- [REQUIREMENT]:
Every line below that has the string "lineWidth" needs to be copied.

Stored data:

▬▬▬▬▬▬

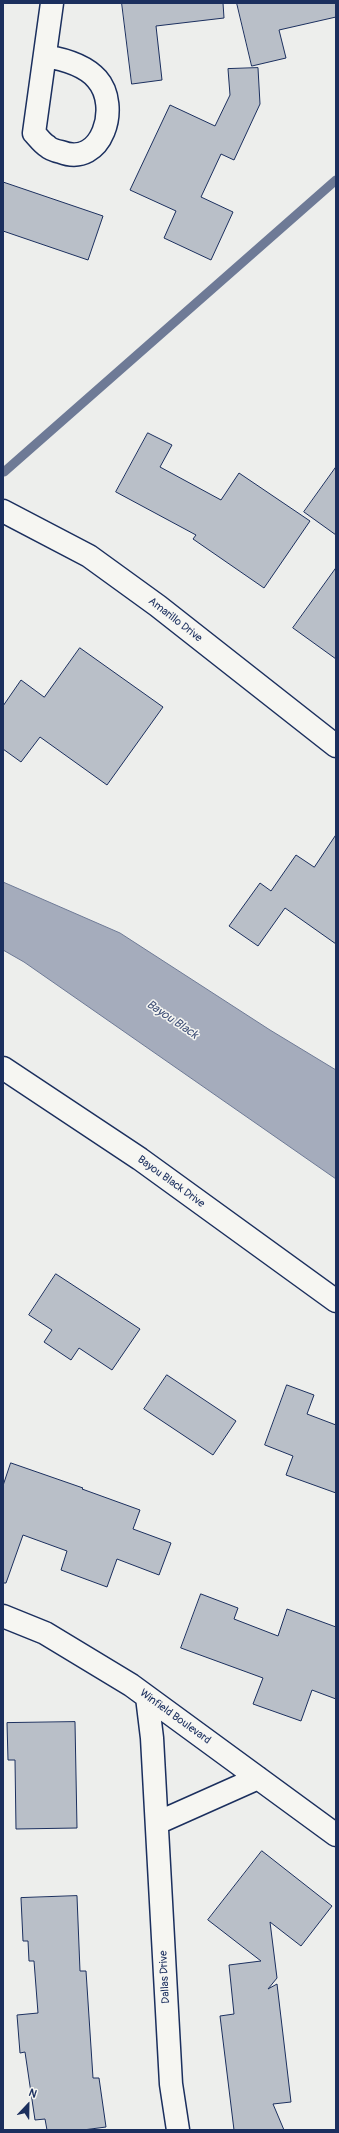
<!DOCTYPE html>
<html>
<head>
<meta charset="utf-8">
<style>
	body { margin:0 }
	#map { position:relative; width:339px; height:2133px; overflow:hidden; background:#edeeec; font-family:Pangolin,sans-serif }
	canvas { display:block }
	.frame { position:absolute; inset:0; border:4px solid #1b2f5e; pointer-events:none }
	.north { position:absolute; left:8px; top:2085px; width:40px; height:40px; -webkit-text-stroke:3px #f6f6f2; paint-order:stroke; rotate:22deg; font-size:11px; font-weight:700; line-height:16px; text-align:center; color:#1b2f5e }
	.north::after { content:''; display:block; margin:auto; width:14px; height:18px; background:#1b2f5e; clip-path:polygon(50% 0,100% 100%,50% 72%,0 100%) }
</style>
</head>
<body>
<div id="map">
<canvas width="339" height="2133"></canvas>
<div class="frame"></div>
<div class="north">N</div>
</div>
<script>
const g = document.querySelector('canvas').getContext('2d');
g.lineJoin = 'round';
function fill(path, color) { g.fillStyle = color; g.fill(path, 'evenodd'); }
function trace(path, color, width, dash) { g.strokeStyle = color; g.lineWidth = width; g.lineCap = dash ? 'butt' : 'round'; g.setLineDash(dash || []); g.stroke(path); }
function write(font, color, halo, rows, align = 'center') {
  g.font = font + ' Pangolin,sans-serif'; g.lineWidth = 3; g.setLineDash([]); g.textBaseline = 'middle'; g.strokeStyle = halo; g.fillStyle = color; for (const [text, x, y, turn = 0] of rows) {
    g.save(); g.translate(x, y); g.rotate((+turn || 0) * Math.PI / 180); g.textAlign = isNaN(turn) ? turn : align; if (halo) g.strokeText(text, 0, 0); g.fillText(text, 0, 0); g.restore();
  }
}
const water = new Path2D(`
	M3 882 120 933 270 1030 336 1070V1179L24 962 3 950Z`);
const stream = new Path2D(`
	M4 472 336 180`);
const building = new Path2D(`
	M122 3H223L224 18 156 26 162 80 132 84Z
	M237 3H336V17L279 30 286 58 252 66Z
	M258 68 260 104 234 160 221 154 201 197 233 212 211 260 164 238 176 211 130 190 170 105 215 126 230 95 228 69Z
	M3 182 103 216 88 260 3 231Z
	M148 433 172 445 160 467 221 500 239 473 310 521 264 588 193 539 196 535 116 492Z
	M336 467V535L304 512Z
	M336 568V659L293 628Z
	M80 648 163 707 107 785 40 737 21 762 3 749V706L21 680 44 697Z
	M336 835V944L285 908 258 946 229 926 260 883 271 891 296 855 314 867Z
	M56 1274 140 1329 112 1370 79 1348 71 1360 44 1342 52 1330 29 1315Z
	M167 1375 236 1421 213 1455 144 1409Z
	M287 1385 314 1395 307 1414 336 1425V1493L286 1475 293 1456 265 1445Z
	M11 1463 83 1488 82 1489 140 1510 133 1529 171 1543 159 1575 117 1559 107 1587 61 1570 67 1551 23 1535 6 1583H3V1486Z
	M201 1594 238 1608 234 1619 278 1636 287 1609 336 1627V1699L312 1690 301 1721 253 1704 263 1678 181 1648Z
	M75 1722 77 1828 16 1829 15 1760H8L7 1723Z
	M262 1851 332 1906 301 1946 270 1922 277 1978 268 1989 277 1984 291 2102 273 2104 284 2130H234L220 2016 234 2014 229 1965 261 1961 208 1920Z
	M77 1896 80 1971H86L93 2078H99L106 2127 83 2130H47L45 2119 35 2120 25 2052 20 2053 17 2015 38 2013 34 1961H29L28 1941H23L21 1898Z`);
const minor = new Path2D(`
	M45 56C63 59 85 65 97 79 121 106 102 168 61 152 56 151 50 149 47 146 42 143 38 137 34 133L52 3
	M3 511 89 556 158 606 336 746
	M3 1616 45 1633 131 1685 336 1835
	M147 1697 152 1738 171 2084 178 2130
	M157 1823 258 1778`);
const major = new Path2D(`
	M3 1068 140 1159 336 1301`);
const streetNames = [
	["Amarillo Drive",175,620,38],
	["Bayou Black Drive",171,1182,36],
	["Winfield Boulevard",175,1717,36],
	["Dallas Drive",165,1977,-93]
];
const waterNames = [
	["Bayou Black",172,1020,34]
];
fill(water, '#a5acbc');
trace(water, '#6e7a96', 1);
trace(stream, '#6e7a96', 9);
fill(building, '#b9bfc8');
trace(building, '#1b2f5e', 1);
trace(minor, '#1b2f5e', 25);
trace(major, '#1b2f5e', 25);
trace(minor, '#f6f6f2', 22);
trace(major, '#f6f6f2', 22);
write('11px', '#1b2f5e', '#f6f6f2', streetNames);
write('italic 12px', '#44547a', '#f6f6f2', waterNames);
</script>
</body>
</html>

▬▬▬▬▬▬

- [WRITTEN RESPONSE]:
function trace(path, color, width, dash) { g.strokeStyle = color; g.lineWidth = width; g.lineCap = dash ? 'butt' : 'round'; g.setLineDash(dash || []); g.stroke(path); }
  g.font = font + ' Pangolin,sans-serif'; g.lineWidth = 3; g.setLineDash([]); g.textBaseline = 'middle'; g.strokeStyle = halo; g.fillStyle = color; for (const [text, x, y, turn = 0] of rows) {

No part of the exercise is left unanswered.